Parlons un peu de Wall Street, on se souvient que Donald Trump y était très sensible pendant son premier mandat, alors que depuis son retour à la Maison-Blanche il semble avoir changé d’approche. Mais Wall Street pourrait bien être en train de le forcer à changer de fusil d’épaule, les craintes croissantes de récession relayées par la bourse conduisent l’administration Trump à piloter sa stratégie aux instruments. Dernier changement de cap hier avec l’annonce d’une exemption d’un mois pour les marchandises mexicaines et canadiennes liées au secteur automobile, après que les CEOs de Stellantis, Ford et GM aient lancé un appel de détresse. C’est l’excuse du jour choisie par les intervenants pour racheter (un petit peu) les actions américaines. On garde aussi en tête que les moyennes mobiles à 200 jours avaient quasiment pris le pouvoir mardi en effectuant un excellent travail, confirmé hier sur le S&P500 (SPX) et le Nasdaq100 (NDX) qui rebondissent tous deux aux alentours de leur 200 dma respective, un bon point technique pour le marché. Les mastodontes de la tech portent le marché, la volatilité recule de 6% mais le VIX reste aux alentours de 22, un niveau relativement élevé, il progresse d’ailleurs à la hausse ce matin déjà.

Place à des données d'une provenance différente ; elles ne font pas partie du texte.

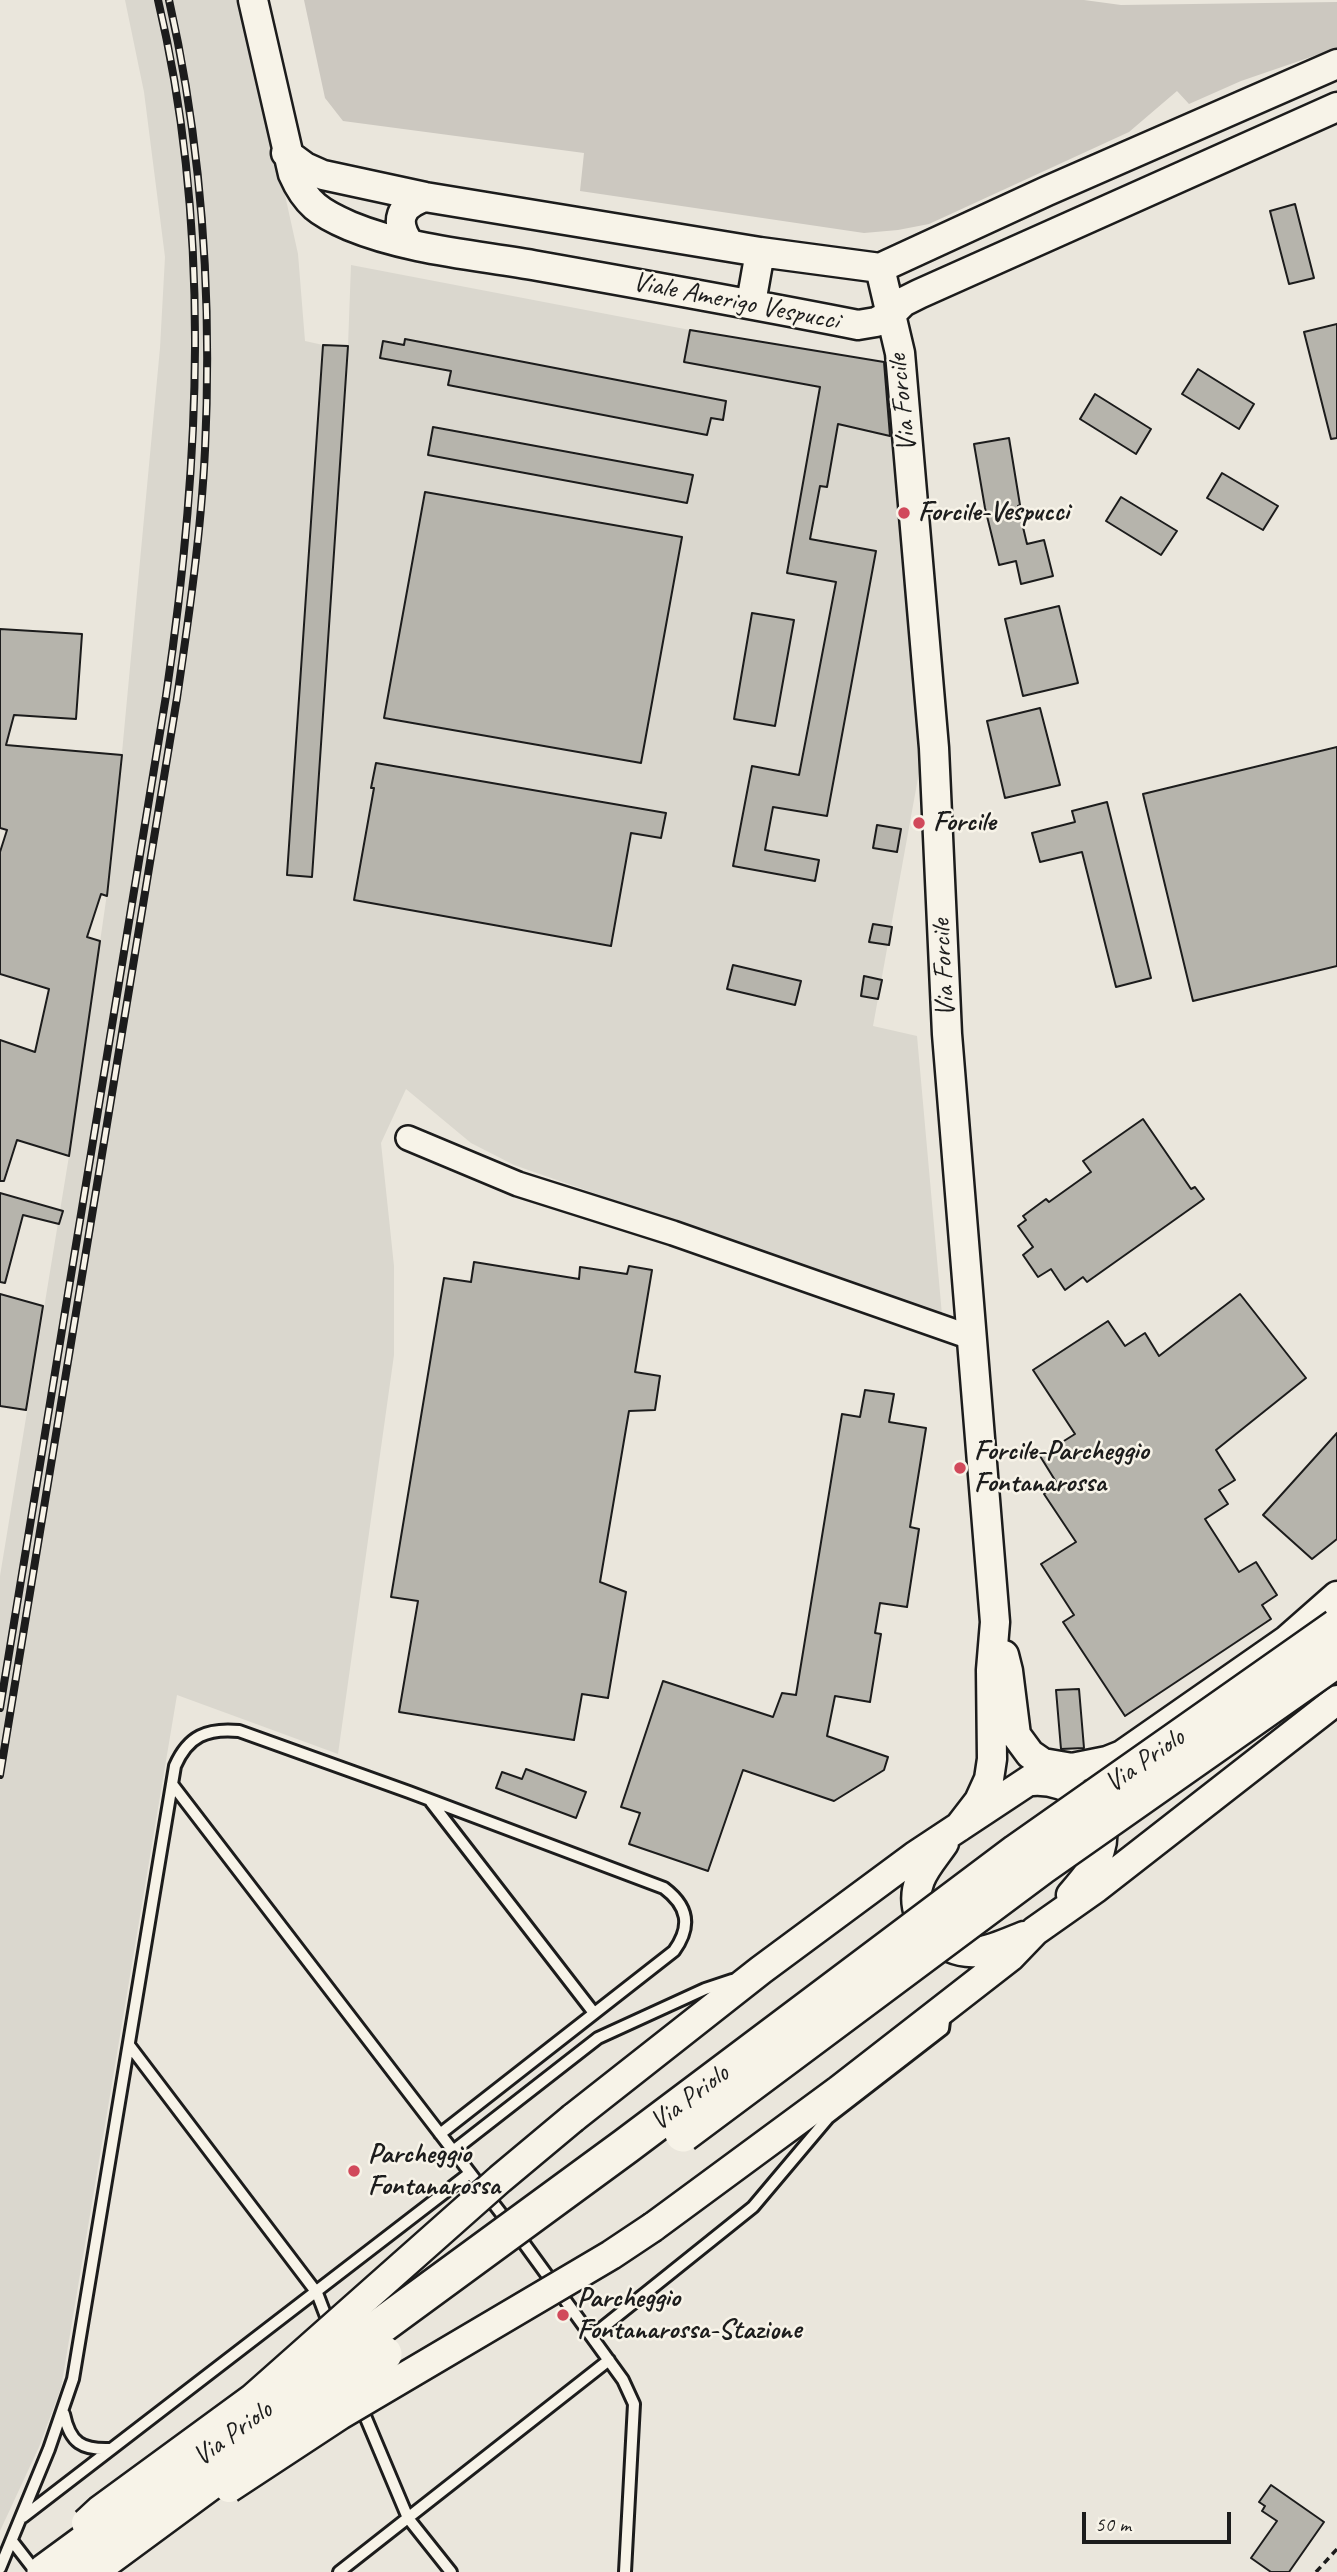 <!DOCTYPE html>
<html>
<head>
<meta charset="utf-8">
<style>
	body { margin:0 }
	#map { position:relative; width:1337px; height:2572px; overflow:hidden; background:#eae6dc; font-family:Caveat,sans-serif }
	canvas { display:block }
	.scale { position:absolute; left:1082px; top:2512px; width:149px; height:32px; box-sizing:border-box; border:4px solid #1c1c1c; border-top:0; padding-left:9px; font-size:21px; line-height:24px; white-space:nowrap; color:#1c1c1c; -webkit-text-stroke:5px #f7f3e8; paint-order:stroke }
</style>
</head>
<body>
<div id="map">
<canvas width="1337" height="2572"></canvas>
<div class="scale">50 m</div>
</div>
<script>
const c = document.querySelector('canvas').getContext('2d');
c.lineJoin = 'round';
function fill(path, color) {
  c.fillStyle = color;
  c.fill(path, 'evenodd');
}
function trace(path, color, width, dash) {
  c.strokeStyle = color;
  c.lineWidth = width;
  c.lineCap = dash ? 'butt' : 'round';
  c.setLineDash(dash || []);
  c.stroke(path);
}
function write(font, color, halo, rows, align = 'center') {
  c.font = font + ' Caveat,sans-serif';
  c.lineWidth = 5;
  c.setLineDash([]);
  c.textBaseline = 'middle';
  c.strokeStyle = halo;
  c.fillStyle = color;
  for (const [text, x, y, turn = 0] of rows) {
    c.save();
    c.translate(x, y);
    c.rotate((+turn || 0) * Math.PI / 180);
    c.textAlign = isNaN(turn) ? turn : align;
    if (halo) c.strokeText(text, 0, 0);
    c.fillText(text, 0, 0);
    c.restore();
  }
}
const built = new Path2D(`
	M125,0H242L298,254L305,341L323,345L287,875L312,876L348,346L351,265L690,330L887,363L891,436L920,767L873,1026L917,1036L942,1315L514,1165L471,1143L406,1089L381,1143L394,1266V1355L338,1754L177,1695L61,2388L39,2447L0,2531V1576L69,1156L112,859L160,348L165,257L144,92Z`);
const green = new Path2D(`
	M304,0H1084L1121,5L1337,2V48L1241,81L1189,104L1177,91L1129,132L929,224L898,230L864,233L580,191L584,153L343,121L325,98Z`);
const building = new Path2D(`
	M1295,204L1314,278L1289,284L1270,211Z
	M1337,324V438L1331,439L1304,332Z
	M690,330L884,362L890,436L838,424L827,487L820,486L810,539L876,551L827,816L773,807L765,850L819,860L815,881L733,866L752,766L799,775L836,582L787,573L820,387L684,362Z
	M405,339L726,401L723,420L711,418L707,435L448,385L451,371L380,358L383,341L404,345Z
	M323,345L348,346L312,877L287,875Z
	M1198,369L1254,404L1239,429L1182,394Z
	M1095,394L1151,429L1136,454L1080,419Z
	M433,427L693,475L687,503L428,455Z
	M1009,438L1020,505L1018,506L1027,544L1044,540L1053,576L1021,584L1016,561L999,565L985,508L974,444Z
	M1222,473L1278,506L1263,530L1207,498Z
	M425,492L682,537L641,763L384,718Z
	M1121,497L1177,531L1161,555L1106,521Z
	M1059,606L1078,683L1023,696L1005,619Z
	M752,613L794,620L775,726L734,719Z
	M0,629L82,634L76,719L14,715L6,745L122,755L107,896L101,894L87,937L100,941L69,1156L17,1140L4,1181H0V1040L35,1052L49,989L0,974V852L7,830L0,828Z
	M1040,708L1060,785L1005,798L987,721Z
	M1337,747V966L1193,1001L1143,794Z
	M376,763L666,813L661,838L631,833L611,946L354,900L374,788H371Z
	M1107,802L1151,978L1116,987L1082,852L1040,862L1032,833L1075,822L1072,811Z
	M877,825L901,829L897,852L873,848Z
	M873,924L892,927L889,945L869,942Z
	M733,965L801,981L795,1005L727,989Z
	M864,976L882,980L878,999L861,996Z
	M1143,1119L1191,1189L1195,1187L1204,1199L1087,1282L1083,1277L1065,1290L1051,1269L1038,1277L1023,1255L1033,1247L1018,1226L1026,1220L1023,1216L1046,1199L1049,1202L1091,1172L1083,1161Z
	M0,1193L63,1211L59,1224L23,1215L5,1283L0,1282Z
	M474,1262L579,1279L580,1267L627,1274L629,1266L652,1270L635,1372L660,1376L655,1410L629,1411L600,1582L626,1592L608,1698L582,1694L574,1740L399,1712L418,1601L391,1597L444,1278L471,1282Z
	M0,1294L43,1306L26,1410L0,1406Z
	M1240,1294L1306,1378L1216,1450L1235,1480L1219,1490L1228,1504L1205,1519L1239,1572L1256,1562L1277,1595L1262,1605L1271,1619L1125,1716L1063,1622L1074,1615L1041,1564L1076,1542L1044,1494L1058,1485L1040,1456L1075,1434L1033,1370L1108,1321L1125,1346L1145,1333L1159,1356Z
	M865,1390L894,1394L889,1422L926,1428L910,1527L919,1529L907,1607L880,1603L875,1633L881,1634L870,1702L835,1696L827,1736L888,1757L884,1770L834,1801L743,1770L708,1871L629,1844L640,1813L621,1807L663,1681L773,1717L782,1693L796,1695L842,1414L860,1417Z
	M1337,1433V1539L1312,1559L1263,1515Z
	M1079,1689L1084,1748L1061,1749L1056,1690Z
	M526,1769L586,1792L576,1818L496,1788L502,1772L522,1779Z
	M1271,2485L1324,2522L1289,2572H1271L1251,2558L1277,2521L1262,2511L1265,2506L1259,2502Z`);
const path = new Path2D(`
	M1316,2572L1337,2549`);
const service = new Path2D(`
	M172,1784L523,2242L623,2380L634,2404L625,2572
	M431,1802L594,2013
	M129,2045L317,2293L330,2327
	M453,2151L598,2038L705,1989L732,1980
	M592,2336L753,2207L828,2118L943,2029L945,2013
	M360,2404L408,2518L451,2572
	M64,2414C70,2443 82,2450 110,2449
	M23,2517L470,2173
	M12,2541L36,2572
	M0,2568L49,2449L73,2379L175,1766C188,1736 207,1728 239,1731L409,1792L664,1888C688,1906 692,1926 674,1951L440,2134
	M339,2572L609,2360`);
const minor = new Path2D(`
	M408,1138L518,1184L673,1233L970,1337`);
const tertiary = new Path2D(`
	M253,0L293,174C306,204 320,213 350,226C408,250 476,255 538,266C645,285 752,304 858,325L876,322L890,315L903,302L919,294L1337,107
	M286,153L305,167L323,175L425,197L760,252L880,268L1047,191L1337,64
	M409,243C394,221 400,205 425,197
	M880,268L900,353L918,562L934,748L947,1034L995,1622L991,1670L992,1759L989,1779L979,1801L959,1827
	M751,303L760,252
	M1004,1655L1008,1671L1016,1735L1030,1754L1043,1763L1072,1768L1107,1761L1122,1755L1287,1640L1337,1596
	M1032,1781C1070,1778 1113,1808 1100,1850C1095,1868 1083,1881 1071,1895
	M944,1843C936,1855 925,1867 920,1880C905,1917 938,1955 977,1952C992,1950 1009,1942 1024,1936
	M573,2118L761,1970L915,1856L1051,1766
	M653,2227L839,2090L1010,1957L1035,1931L1096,1888L1337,1700`);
const rail = new Path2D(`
	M0,1708L166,696C200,467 212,228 158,0
	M0,1775L177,698C189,616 201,533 205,450C212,301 202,146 169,0`);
const tertiaryBridge = new Path2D(`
	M229,2488L340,2415L611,2255L653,2227
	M86,2523L100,2510L253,2398L500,2179L573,2118`);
const primaryBridge = new Path2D(`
	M683,2134L1041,1867L1337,1659
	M45,2572L626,2146L1017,1852L1337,1627
	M88,2572L384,2354`);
const markers = [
	[904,513,7,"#d1495b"],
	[919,823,7,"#d1495b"],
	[960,1468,7,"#d1495b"],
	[354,2171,7,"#d1495b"],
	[563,2315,7,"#d1495b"]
];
const streetNames = [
	["Viale Amerigo Vespucci",736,302,11],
	["Via Forcile",903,403,-96],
	["Via Forcile",944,968,-93],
	["Via Priolo",1145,1761,-35],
	["Via Priolo",690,2098,-37],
	["Via Priolo",233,2434,-36]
];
const poiNames = [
	["Forcile-Vespucci",918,513],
	["Forcile",933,823],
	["Forcile-Parcheggio",974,1452],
	["Fontanarossa",974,1484],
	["Parcheggio",368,2155],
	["Fontanarossa",368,2187],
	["Parcheggio",577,2299],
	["Fontanarossa-Stazione",577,2331]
];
fill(built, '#dad7ce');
fill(green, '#ccc8c0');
fill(building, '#b6b4ac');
trace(building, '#1c1c1c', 2);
trace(service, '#1c1c1c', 16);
trace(minor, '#1c1c1c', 28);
trace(tertiary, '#1c1c1c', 33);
trace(path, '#1c1c1c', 3.5, [7, 5]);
trace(service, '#f7f3e8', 10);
trace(minor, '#f7f3e8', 23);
trace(tertiary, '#f7f3e8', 28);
trace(rail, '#1c1c1c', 8);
trace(rail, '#f7f3e8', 5, [16]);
trace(tertiaryBridge, '#1c1c1c', 33, []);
trace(primaryBridge, '#1c1c1c', 40, []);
trace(tertiaryBridge, '#f7f3e8', 28);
trace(primaryBridge, '#f7f3e8', 35);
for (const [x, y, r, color] of markers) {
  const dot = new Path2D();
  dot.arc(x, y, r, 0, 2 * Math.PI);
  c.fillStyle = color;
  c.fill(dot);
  trace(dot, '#f7f3e8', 2.5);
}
write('28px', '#1c1c1c', '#f7f3e8', streetNames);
write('bold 28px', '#1c1c1c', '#f7f3e8', poiNames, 'left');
</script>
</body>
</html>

Le rendement du 10 ans US remonte à 4,32%, il regarde sa prochaine résistance à 4,40% (100 jours).
Les indices américains d’actions ont rebondi hier, mais on ne peut s’empêcher de pense à un dead cat bounce, le future SPX recule perd d’ailleurs 40 points ce matin.
Au menu macro-économique du jour, la décision de la BCE sur ses taux (14h15) puis aux Etats-Unis l’étude Challenger sur l'emploi (13h30), les inscriptions hebdomadaires au chômage et les statistiques trimestrielles sur la productivité et le coût de la main d'œuvre (14h30), enfin les stocks des grossistes (16h00).
Logitech vise un rachat d'actions de 2 milliards de dollars et confirme ses perspectives pour 2025. ON Semiconductor propose de racheter Allegro MicroSystems pour 6,46 milliards de dollars (35,10 USD l'action). L'offre est repoussée par Allegro. Tesla va construire une nouvelle méga-usine au Texas, selon Electrek. Seven & I prévoit d'introduire en bourse sa filiale nord-américaine de magasins de proximité à partir de 2026, selon Nikkei. Rio Tinto investit 1,8 milliard de dollars dans le développement de la mine de fer Brockman dans la région de Pilbara. Alibaba progresse de 8% à Hong Kong après avoir lancé un modèle d’intelligence artificielle qui peut selon lui concurrencer DeepSeek.
Cette nuit et ce matin en Asie, les indices traitent en hausse. Tokyo gagne 0,77% à la cloche, Hong Kong décolle de 3,29%, Shanghai monte de 1,17%, Séoul prend 0,7% et le Nifty50 avance de 0,77%. Le future SPX perd 40 points et l’Europe traite en hausse de 0,4%.
L’absence de visibilité et la volatilité actuelle du marché incitent à ne pas agir avec précipitation.